She began to tremble. He wanted to impose himself on her. And he began to shudder. She wanted to desert him, to leave him a prey to the open, with the unclean dogs of the darkness setting on to devour him. He must beat her, and make her stay with him. Whereas she fought to keep herself free of him.

They went their ways now shadowed and stained with blood, feeling the world far off, unable to give help. Till she began to get tired. After a certain point, she became impassive, detached utterly from him. He was always ready to burst out murderously against her. Her soul got up and left him, she went her way. Nevertheless in her apparent blitheness, that made his soul black with opposition, she trembled as if she bled.

And ever and again, the pure love came in sunbeams between them, when she was like a flower in the sun to him, so beautiful, so shining, so intensely dear that he could scarcely bear it. Then as if his soul had six wings of bliss he stood absorbed in praise, feeling the radiance from the Almighty beat through him like a pulse, as he stood in the upright flame of praise, transmitting the pulse of Creation.

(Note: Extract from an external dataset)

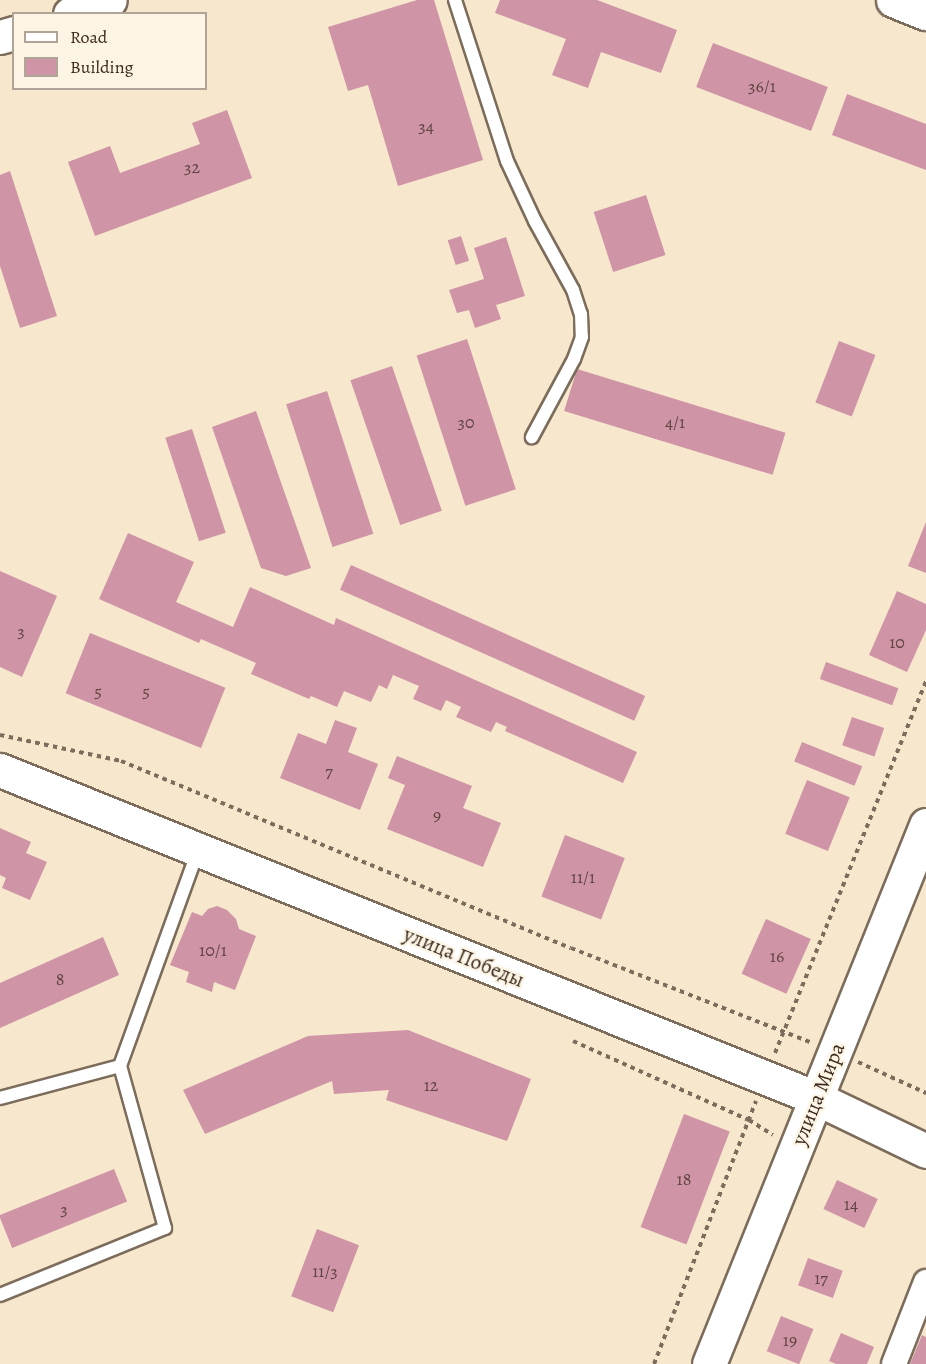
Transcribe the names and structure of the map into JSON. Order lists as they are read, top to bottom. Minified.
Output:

And ever and again he appeared to her as the dread flame of power. Sometimes, when he stood in the doorway, his face lit up, he seemed like an Annunciation to her, her heart beat fast. And she watched him, suspended. He had a dark, burning being that she dreaded and resisted. She was subject to him as to the Angel of the Presence. She waited upon him and heard his will, and she trembled in his service.

Then all this passed away. Then he loved her for her childishness and for her strangeness to him, for the wonder of her soul which was different from his soul, and which made him genuine when he would be false. And she loved him for the way he sat loosely in a chair, or for the way he came through a door with his face open and eager. She loved his ringing, eager voice, and the touch of the unknown about him, his absolute simplicity.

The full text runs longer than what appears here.